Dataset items
* * * * *
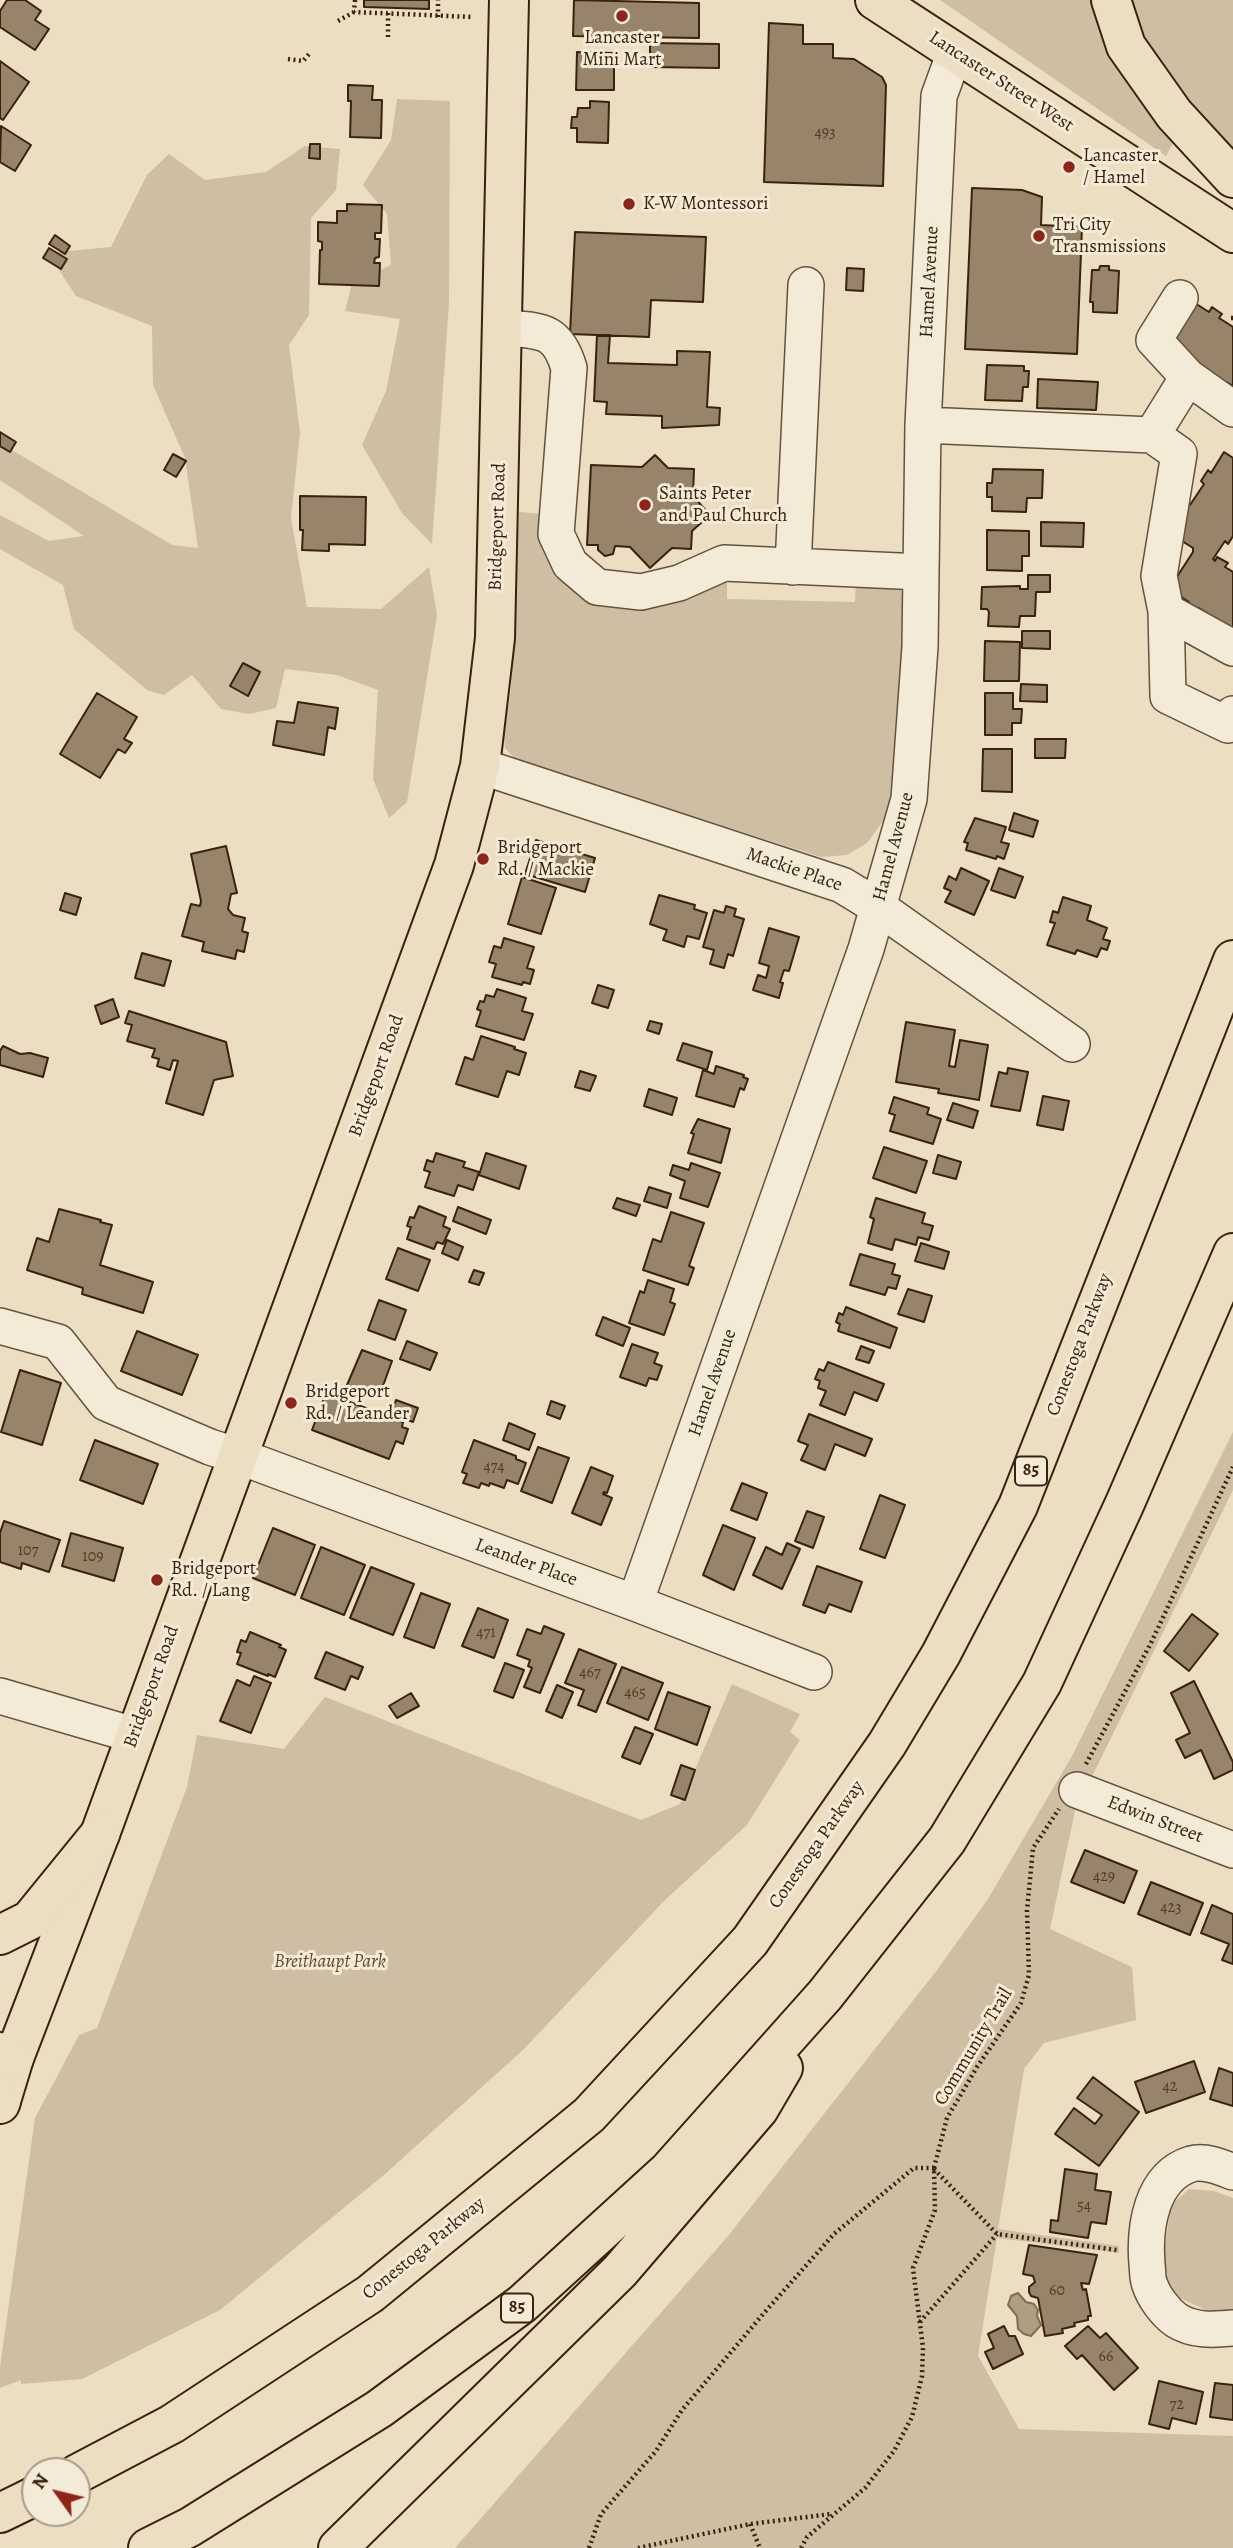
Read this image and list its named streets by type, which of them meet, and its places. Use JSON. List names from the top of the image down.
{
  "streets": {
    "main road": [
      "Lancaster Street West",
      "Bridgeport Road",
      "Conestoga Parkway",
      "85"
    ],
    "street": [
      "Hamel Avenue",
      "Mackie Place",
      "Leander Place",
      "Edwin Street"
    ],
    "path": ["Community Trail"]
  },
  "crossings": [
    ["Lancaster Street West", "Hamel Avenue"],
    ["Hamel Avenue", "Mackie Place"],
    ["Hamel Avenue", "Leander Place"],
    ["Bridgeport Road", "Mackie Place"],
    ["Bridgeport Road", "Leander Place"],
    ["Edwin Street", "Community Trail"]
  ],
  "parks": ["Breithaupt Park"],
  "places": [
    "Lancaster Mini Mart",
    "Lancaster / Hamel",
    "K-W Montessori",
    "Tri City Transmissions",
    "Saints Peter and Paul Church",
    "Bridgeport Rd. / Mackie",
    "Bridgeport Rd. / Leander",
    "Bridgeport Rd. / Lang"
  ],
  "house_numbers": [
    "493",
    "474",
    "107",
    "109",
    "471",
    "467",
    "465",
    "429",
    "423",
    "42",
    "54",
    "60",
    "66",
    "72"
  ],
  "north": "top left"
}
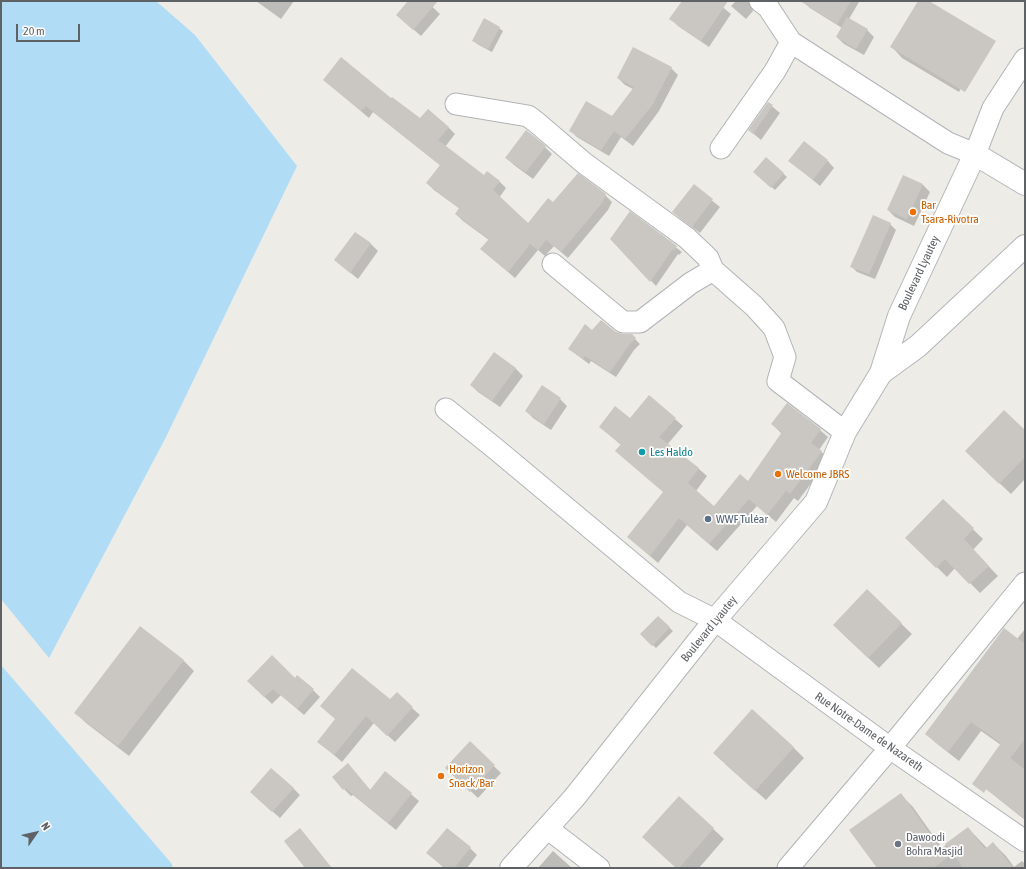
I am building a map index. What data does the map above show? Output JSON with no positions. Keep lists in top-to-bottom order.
* * * * *
EXERCISE DIRECTIONS
The copy you write must hold every record verbatim and none of the pictures.

ANSWER TO THE EXERCISE
Read this image and list its named streets by type, which of them meet, and its places. Use JSON. List names from the top of the image down.
{
  "streets": {
    "main road": [
      "Lancaster Street West",
      "Bridgeport Road",
      "Conestoga Parkway",
      "85"
    ],
    "street": [
      "Hamel Avenue",
      "Mackie Place",
      "Leander Place",
      "Edwin Street"
    ],
    "path": ["Community Trail"]
  },
  "crossings": [
    ["Lancaster Street West", "Hamel Avenue"],
    ["Hamel Avenue", "Mackie Place"],
    ["Hamel Avenue", "Leander Place"],
    ["Bridgeport Road", "Mackie Place"],
    ["Bridgeport Road", "Leander Place"],
    ["Edwin Street", "Community Trail"]
  ],
  "parks": ["Breithaupt Park"],
  "places": [
    "Lancaster Mini Mart",
    "Lancaster / Hamel",
    "K-W Montessori",
    "Tri City Transmissions",
    "Saints Peter and Paul Church",
    "Bridgeport Rd. / Mackie",
    "Bridgeport Rd. / Leander",
    "Bridgeport Rd. / Lang"
  ],
  "house_numbers": [
    "493",
    "474",
    "107",
    "109",
    "471",
    "467",
    "465",
    "429",
    "423",
    "42",
    "54",
    "60",
    "66",
    "72"
  ],
  "north": "top left"
}
I am building a map index. What data does the map above show? Output JSON with no positions. Keep lists in top-to-bottom order.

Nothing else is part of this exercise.